Does this classify as a planted tank, I am so new I don't know the terms...hahaha. Anyways, I have like 4 bamboo plants in my tank, obviously I went to Petco and they said they'll do great in there but after getting some feedback I have learned that they might rot and kill my fish. If I take them out every month and let them grow outside the tank will that help them or are they doomed from the get? 

I would take care of them outside the tank as well with the proper panting but I love the forest look I have created and will NOT go to fake plants... My tanks has only been up since Saturday but man its awesome in my opinion..

5 Crabs, 3 striped Barbs, 1 P catfish, 2 danios... Looking to put (6) more striped barbs in tonihgt. Also, I am going to put in an under water crab beach, check out my design and let me know your thoughts.

Thanks!!!!*c/p*

Alex


----------



## Aeten (Aug 4, 2012)

I had lucky bamboo and it was doing fine with leaves poking out of tank; then I tried to propagate it by cutting off stems and planting them in jars.....

Well long story short all my bamboo died when I did that. Either I really screwed up or lucky bamboo just isn't meant to be propagated in the aquarium.
If you just leave it be with its leaves out of the water you should be fine though, and it really is a beautiful plant I wish mine hadn't died.


Do your crabs have a land area? I herad that they need one. And do they attack the fish at all? I was considering getting some but heard they are too aggressive.


----------



## alex032886 (Aug 28, 2012)

Aeten,

I haven't seen them attack and fish. I have ben concerned that my Pleco Catfish might want to eat them but he's just a baby and not big enough to mess with them. I do have a jar under there now that has an air void and I have seen them in there checking it out. I am planning to make a new one with more area and a fresh air supply. that a bummer about the bamboo, I hope that mine make it, but I don't want to rsik the fish... I think I may take them out and grow them as hous plant... maybe. 

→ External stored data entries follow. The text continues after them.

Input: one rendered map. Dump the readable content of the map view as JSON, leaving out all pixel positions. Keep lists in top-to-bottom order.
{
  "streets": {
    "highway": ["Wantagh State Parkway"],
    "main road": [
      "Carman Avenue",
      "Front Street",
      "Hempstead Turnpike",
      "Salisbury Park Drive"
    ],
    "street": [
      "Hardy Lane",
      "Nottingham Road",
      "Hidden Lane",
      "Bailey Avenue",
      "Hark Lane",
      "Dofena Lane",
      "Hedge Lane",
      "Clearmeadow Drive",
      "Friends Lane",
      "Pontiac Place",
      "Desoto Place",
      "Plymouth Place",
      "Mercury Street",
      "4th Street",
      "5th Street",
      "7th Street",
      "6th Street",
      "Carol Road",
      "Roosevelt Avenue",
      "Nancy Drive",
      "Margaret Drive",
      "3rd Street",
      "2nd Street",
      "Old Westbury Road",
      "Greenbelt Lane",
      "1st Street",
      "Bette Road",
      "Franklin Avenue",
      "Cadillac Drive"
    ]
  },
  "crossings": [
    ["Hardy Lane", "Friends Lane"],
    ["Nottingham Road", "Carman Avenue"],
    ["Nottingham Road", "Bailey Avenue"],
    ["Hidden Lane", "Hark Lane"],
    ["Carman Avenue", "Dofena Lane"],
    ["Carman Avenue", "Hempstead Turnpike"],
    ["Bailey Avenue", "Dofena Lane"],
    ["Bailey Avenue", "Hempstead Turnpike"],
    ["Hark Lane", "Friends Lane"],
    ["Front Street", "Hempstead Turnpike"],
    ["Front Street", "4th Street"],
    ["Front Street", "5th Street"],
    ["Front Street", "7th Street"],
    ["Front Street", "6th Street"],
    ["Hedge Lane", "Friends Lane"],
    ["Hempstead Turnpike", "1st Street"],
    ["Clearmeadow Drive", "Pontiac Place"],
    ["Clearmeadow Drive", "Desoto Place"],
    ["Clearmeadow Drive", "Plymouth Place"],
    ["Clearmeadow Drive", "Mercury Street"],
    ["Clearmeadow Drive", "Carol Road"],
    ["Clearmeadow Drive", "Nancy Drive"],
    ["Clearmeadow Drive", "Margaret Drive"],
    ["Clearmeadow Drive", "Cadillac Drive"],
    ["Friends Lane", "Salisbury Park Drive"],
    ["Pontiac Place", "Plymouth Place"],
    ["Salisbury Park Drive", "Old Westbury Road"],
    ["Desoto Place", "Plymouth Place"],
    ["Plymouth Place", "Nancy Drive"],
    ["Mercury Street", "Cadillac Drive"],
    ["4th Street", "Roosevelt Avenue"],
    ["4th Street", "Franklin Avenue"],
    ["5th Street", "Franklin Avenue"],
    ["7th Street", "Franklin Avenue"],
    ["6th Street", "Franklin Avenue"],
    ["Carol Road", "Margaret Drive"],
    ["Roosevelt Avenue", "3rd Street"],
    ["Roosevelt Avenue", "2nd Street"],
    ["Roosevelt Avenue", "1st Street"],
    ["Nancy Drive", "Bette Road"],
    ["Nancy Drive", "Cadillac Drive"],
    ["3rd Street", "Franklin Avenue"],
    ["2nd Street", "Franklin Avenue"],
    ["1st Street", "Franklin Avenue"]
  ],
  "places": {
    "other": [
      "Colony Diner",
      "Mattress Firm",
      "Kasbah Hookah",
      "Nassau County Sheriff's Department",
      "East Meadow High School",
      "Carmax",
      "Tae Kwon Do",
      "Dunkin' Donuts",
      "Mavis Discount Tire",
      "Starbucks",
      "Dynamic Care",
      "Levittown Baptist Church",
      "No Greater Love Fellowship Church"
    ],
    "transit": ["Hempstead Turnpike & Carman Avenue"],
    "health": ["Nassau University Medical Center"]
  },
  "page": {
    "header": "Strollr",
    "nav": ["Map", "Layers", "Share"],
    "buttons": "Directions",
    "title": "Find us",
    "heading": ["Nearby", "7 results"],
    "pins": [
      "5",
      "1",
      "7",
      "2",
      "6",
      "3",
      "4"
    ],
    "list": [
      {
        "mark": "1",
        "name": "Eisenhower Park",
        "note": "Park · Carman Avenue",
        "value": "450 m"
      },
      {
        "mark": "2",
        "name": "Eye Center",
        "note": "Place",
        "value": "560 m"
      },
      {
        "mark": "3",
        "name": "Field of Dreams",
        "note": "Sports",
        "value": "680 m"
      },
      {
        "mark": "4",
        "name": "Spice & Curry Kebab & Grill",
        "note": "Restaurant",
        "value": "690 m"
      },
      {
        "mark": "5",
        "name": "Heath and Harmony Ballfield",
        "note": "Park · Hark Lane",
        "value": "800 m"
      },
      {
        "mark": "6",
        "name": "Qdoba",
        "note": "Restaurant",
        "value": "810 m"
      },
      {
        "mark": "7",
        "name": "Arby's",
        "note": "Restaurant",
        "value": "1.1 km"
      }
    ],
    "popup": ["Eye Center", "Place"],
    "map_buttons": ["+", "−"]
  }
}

I did lose a female crab, I think that she found a way out, and I can't find her.... My girl is gonna be pissed when she finds that thing in her ppanty drawer or something....hahahaha


----------



## Aeten (Aug 4, 2012)

I wouldn't worry about the pleco eating crabs even when it's big, and the lucky bamboo can be kept in the tank as long as it's big enough that its leaves are out of the water. You may just let it grow as a houseplant until then. 

And yeah the crab is probably in some dark place like a panty drawer lol, I've heard they escape any way they can like climbing up air tubes and stuff then you never find them


----------